Chemin faisant, on passe au pied de la « R'chèda touila » : une des plus grosses « pierres dressées » – pour ne pas écrire « menhir » ! – de Tunisie. Les traces blanches de chaux sur sa base, quelques pièces de monnaies laissées dans une anfractuosité où, parfois, une bougie finit de se consommer, prouvent qu'elle est le lieu d'un culte rural. C'est un lieu « sacré » puisque sur chacune des trois hauteurs voisines se dresse une Koubba. Puis, en arrivant à Aïn Snoussi, on tourne à gauche, sur la grande « Route des chinois », vers Béja. A quelques centaines de mètres de ce carrefour, on découvre, à gauche, une petite route relativement récente. Elle conduit par monts et par vaux, à un hameau, aux maisons éparses dominées par le piton rocheux de Kef El Blida.
Un autre itinéraire est tout aussi intéressant. On emprunte, à la sortie du bourg de Ouchtata, après avoir traversé l'extrémité de la retenue du barrage sur l'Oued Zouara, une petite route qui aboutit d'abord au village de Zaga aux sources abondantes, aux tombeaux rupestres : des « haouanet » et aux vestiges d'une citadelle d'époque byzantine. A lui seul, il mérite une visite !
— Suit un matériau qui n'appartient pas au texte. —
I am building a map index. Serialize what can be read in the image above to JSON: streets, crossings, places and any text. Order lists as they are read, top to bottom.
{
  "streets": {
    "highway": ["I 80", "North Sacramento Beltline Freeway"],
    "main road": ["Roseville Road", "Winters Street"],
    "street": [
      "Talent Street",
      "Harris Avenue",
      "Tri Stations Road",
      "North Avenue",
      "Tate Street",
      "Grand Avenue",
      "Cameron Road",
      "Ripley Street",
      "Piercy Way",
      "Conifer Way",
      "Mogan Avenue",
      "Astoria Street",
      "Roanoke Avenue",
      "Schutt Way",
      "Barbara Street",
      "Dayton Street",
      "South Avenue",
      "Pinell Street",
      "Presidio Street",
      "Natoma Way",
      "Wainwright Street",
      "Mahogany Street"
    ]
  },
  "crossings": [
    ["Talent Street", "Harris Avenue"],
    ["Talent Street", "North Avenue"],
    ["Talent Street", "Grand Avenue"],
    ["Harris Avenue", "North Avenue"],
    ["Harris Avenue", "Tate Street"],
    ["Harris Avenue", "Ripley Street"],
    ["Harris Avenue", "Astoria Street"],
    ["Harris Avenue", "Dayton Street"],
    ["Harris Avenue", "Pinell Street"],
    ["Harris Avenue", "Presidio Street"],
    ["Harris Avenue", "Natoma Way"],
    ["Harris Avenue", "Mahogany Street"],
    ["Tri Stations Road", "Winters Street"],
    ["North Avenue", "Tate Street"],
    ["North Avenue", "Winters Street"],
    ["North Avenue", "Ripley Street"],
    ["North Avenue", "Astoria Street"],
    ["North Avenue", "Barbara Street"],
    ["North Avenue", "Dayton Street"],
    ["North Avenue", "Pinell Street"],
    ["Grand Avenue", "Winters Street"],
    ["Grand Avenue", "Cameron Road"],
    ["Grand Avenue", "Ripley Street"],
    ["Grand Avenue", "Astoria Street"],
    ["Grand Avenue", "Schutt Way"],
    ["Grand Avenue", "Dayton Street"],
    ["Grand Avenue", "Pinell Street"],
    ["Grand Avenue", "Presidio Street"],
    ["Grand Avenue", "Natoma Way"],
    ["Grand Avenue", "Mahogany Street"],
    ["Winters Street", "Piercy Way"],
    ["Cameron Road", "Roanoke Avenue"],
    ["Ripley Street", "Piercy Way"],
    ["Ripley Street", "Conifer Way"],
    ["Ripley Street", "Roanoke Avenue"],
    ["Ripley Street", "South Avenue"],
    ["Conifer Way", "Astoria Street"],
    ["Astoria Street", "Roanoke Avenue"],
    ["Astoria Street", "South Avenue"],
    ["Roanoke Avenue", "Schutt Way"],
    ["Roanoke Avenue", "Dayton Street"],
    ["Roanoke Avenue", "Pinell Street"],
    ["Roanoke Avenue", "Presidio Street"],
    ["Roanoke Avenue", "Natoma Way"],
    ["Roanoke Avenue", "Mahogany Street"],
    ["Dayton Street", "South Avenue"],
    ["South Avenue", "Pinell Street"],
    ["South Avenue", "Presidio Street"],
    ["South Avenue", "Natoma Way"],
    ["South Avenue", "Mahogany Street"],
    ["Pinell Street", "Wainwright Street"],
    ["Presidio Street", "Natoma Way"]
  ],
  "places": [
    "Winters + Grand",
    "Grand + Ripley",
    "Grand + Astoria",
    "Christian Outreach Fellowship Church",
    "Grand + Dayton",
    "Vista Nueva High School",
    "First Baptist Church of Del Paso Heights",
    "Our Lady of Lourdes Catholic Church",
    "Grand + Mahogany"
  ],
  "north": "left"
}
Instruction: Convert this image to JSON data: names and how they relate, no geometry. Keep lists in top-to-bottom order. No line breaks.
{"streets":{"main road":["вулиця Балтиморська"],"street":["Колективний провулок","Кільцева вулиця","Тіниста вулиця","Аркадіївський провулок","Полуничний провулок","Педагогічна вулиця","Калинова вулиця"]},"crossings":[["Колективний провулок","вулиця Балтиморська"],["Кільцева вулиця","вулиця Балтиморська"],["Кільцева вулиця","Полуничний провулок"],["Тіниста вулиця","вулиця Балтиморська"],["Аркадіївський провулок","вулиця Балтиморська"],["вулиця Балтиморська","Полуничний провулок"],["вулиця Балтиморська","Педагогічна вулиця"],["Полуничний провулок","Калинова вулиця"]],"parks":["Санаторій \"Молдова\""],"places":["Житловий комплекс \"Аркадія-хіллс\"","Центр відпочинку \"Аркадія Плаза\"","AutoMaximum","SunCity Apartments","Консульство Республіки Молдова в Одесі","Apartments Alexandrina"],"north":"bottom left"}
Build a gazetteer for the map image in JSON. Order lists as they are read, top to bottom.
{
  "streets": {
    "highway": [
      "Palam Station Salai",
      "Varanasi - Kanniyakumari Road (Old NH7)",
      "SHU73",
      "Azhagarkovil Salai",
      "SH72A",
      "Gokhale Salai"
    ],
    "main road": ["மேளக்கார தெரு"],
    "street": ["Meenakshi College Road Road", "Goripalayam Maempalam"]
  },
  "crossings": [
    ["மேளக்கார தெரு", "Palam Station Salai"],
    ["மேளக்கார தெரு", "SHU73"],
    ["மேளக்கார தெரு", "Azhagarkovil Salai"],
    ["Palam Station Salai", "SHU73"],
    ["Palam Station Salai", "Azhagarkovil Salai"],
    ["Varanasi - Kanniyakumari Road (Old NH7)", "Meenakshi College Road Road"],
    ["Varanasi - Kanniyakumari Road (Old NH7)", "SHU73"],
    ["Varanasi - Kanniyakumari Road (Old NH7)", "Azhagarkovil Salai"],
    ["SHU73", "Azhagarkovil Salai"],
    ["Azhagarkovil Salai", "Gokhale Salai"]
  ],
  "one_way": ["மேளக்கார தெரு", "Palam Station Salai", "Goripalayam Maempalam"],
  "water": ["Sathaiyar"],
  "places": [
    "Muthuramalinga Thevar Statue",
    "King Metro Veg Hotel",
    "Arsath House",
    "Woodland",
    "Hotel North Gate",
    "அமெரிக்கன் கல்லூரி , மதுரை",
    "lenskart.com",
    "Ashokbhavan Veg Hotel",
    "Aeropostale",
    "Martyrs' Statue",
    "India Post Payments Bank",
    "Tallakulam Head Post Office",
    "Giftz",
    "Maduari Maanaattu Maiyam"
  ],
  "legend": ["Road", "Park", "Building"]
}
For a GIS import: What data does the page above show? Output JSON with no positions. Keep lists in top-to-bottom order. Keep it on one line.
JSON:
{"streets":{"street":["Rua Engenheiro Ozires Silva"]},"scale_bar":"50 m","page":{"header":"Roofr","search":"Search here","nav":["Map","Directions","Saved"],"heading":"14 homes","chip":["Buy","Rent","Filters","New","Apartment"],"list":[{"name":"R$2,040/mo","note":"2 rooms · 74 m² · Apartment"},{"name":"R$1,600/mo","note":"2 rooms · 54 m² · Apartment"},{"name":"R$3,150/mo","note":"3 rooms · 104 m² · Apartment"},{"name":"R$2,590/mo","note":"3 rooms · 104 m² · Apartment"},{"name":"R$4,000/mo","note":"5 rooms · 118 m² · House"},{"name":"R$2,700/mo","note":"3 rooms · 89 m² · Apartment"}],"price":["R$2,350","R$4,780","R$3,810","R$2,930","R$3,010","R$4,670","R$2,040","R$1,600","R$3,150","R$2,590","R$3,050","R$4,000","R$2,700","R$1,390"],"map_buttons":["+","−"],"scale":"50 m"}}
Puis, la petite route escalade, en zigzag serrés, les flancs du gros Jebel Zouza, passe par un col, longe la « racine » d'un « éperon » montagneux sur lequel subsistent les ruines d'un village protohistorique, s'enfonce dans une belle forêt de chênes lièges et en ressort à flanc de colline. Quelques centaines de mètres après l'orée des bois, une voie, très carrossable, mi-route, mi-piste, suivant l'importance de son entretien, s'ouvre sur la droite et conduit à Kef El Blida.
Si l'on vient d'Aïn Draham ou de Béja, le « point remarquable » est le hameau d'Aïn Snoussi où se trouve le carrefour avec la route de Tabarka et un peu avant (ou après !) le carrefour avec la route de Kef El Blida.
Les randonnées
Pourquoi aller spécialement à Kef El Blida alors que la Khroumirie et les collines des Mogods sont tapissées de Haouanet ? D'abord parce que le site est curieux. Ce piton, aux « parois » presque verticales, a certainement été perçu comme un lieu sacré facile à défendre, où ont été creusés les tombeaux des familles des « Chefs ». Des sépultures prestigieuses ? Certainement, puisque l'une d'elles est ornée d'une des plus belles peintures pariétales connues. Le bateau qu'elle représente, son gréement, les hommes qui le montent et leurs armes reflètent une influence punique indéniable. Le personnage, debout à l'avant du bateau, armé d'une hache à double tranchant et ... d'un bouclier – qui prend des allures de cadran solaire ! – est-il un dieu qui « menace », « chasse » ou « dirige » un autre personnage, représenté à l'horizontale, coiffé d'un bonnet « hérissé » ? Ce dernier semble nager ou voler vers ... le séjour céleste des « âmes ». Le bas de la peinture est particulièrement difficile à interpréter ainsi que la « frise » qui orne la paroi de droite, qui pourrait représenter une « farandole ». Un ou deux autres haouanet sont décorés de peintures assez abîmées. Toutes pourraient dater du Vème siècle avant J.C. environ.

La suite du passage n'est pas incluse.